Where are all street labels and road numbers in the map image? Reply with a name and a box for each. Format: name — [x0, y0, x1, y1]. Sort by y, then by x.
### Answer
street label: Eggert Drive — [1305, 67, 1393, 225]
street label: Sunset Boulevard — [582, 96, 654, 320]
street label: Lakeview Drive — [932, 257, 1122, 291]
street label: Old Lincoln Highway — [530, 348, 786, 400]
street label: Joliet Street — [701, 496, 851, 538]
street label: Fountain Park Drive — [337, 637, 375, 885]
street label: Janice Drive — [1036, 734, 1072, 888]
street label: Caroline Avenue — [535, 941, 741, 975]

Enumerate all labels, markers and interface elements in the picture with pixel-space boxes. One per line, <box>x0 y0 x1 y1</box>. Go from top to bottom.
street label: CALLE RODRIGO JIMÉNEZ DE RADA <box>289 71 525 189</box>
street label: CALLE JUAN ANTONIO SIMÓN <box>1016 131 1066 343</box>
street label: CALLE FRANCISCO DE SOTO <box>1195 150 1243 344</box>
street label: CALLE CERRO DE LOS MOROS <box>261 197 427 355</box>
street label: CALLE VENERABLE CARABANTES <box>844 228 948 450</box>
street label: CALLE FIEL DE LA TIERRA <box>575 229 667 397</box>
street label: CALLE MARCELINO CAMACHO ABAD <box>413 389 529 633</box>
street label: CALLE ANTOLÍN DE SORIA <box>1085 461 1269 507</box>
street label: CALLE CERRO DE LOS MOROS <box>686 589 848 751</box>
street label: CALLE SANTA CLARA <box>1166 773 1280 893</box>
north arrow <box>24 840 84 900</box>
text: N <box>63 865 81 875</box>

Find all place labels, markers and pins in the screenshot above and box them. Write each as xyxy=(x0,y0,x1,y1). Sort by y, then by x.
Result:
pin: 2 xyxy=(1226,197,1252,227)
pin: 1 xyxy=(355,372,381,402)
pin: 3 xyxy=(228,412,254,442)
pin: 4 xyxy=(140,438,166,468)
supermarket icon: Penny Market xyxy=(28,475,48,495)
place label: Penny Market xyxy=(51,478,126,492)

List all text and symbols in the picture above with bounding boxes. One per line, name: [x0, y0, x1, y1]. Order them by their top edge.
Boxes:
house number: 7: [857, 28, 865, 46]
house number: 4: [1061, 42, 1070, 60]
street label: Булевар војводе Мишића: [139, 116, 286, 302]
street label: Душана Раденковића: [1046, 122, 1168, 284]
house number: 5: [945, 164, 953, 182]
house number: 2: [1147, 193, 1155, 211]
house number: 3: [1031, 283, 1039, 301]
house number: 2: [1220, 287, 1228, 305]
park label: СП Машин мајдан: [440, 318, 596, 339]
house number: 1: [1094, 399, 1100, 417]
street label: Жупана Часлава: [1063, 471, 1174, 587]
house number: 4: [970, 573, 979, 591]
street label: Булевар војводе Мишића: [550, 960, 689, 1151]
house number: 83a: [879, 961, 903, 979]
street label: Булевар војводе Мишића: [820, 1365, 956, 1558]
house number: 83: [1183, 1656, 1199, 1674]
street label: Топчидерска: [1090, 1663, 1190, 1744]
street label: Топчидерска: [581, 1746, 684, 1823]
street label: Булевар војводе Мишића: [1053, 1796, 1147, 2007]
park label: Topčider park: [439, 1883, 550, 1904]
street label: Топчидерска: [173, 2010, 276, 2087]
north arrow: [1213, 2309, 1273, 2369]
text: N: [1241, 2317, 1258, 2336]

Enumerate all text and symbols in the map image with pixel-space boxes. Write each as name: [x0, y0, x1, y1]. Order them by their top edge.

^^^^^^^^

Reproduce the material in full, keeping every line exactly as given.

Solution below:
Where are all street labels and road numbers in the map image? Reply with a name and a box for each. Format: name — [x0, y0, x1, y1]. Sort by y, then by x.
### Answer
street label: Eggert Drive — [1305, 67, 1393, 225]
street label: Sunset Boulevard — [582, 96, 654, 320]
street label: Lakeview Drive — [932, 257, 1122, 291]
street label: Old Lincoln Highway — [530, 348, 786, 400]
street label: Joliet Street — [701, 496, 851, 538]
street label: Fountain Park Drive — [337, 637, 375, 885]
street label: Janice Drive — [1036, 734, 1072, 888]
street label: Caroline Avenue — [535, 941, 741, 975]

Enumerate all labels, markers and interface elements in the picture with pixel-space boxes. One per line, <box>x0 y0 x1 y1</box>. Go from top to bottom.
street label: CALLE RODRIGO JIMÉNEZ DE RADA <box>289 71 525 189</box>
street label: CALLE JUAN ANTONIO SIMÓN <box>1016 131 1066 343</box>
street label: CALLE FRANCISCO DE SOTO <box>1195 150 1243 344</box>
street label: CALLE CERRO DE LOS MOROS <box>261 197 427 355</box>
street label: CALLE VENERABLE CARABANTES <box>844 228 948 450</box>
street label: CALLE FIEL DE LA TIERRA <box>575 229 667 397</box>
street label: CALLE MARCELINO CAMACHO ABAD <box>413 389 529 633</box>
street label: CALLE ANTOLÍN DE SORIA <box>1085 461 1269 507</box>
street label: CALLE CERRO DE LOS MOROS <box>686 589 848 751</box>
street label: CALLE SANTA CLARA <box>1166 773 1280 893</box>
north arrow <box>24 840 84 900</box>
text: N <box>63 865 81 875</box>

Find all place labels, markers and pins in the screenshot above and box them. Write each as xyxy=(x0,y0,x1,y1). Sort by y, then by x.
Result:
pin: 2 xyxy=(1226,197,1252,227)
pin: 1 xyxy=(355,372,381,402)
pin: 3 xyxy=(228,412,254,442)
pin: 4 xyxy=(140,438,166,468)
supermarket icon: Penny Market xyxy=(28,475,48,495)
place label: Penny Market xyxy=(51,478,126,492)

List all text and symbols in the picture above with bounding boxes. One per line, name: [x0, y0, x1, y1]. Order them by their top edge.
Boxes:
house number: 7: [857, 28, 865, 46]
house number: 4: [1061, 42, 1070, 60]
street label: Булевар војводе Мишића: [139, 116, 286, 302]
street label: Душана Раденковића: [1046, 122, 1168, 284]
house number: 5: [945, 164, 953, 182]
house number: 2: [1147, 193, 1155, 211]
house number: 3: [1031, 283, 1039, 301]
house number: 2: [1220, 287, 1228, 305]
park label: СП Машин мајдан: [440, 318, 596, 339]
house number: 1: [1094, 399, 1100, 417]
street label: Жупана Часлава: [1063, 471, 1174, 587]
house number: 4: [970, 573, 979, 591]
street label: Булевар војводе Мишића: [550, 960, 689, 1151]
house number: 83a: [879, 961, 903, 979]
street label: Булевар војводе Мишића: [820, 1365, 956, 1558]
house number: 83: [1183, 1656, 1199, 1674]
street label: Топчидерска: [1090, 1663, 1190, 1744]
street label: Топчидерска: [581, 1746, 684, 1823]
street label: Булевар војводе Мишића: [1053, 1796, 1147, 2007]
park label: Topčider park: [439, 1883, 550, 1904]
street label: Топчидерска: [173, 2010, 276, 2087]
north arrow: [1213, 2309, 1273, 2369]
text: N: [1241, 2317, 1258, 2336]

Enumerate all text and symbols in the map image with pixel-space boxes. Write each as name: [x0, y0, x1, y1]. Order them by their top edge.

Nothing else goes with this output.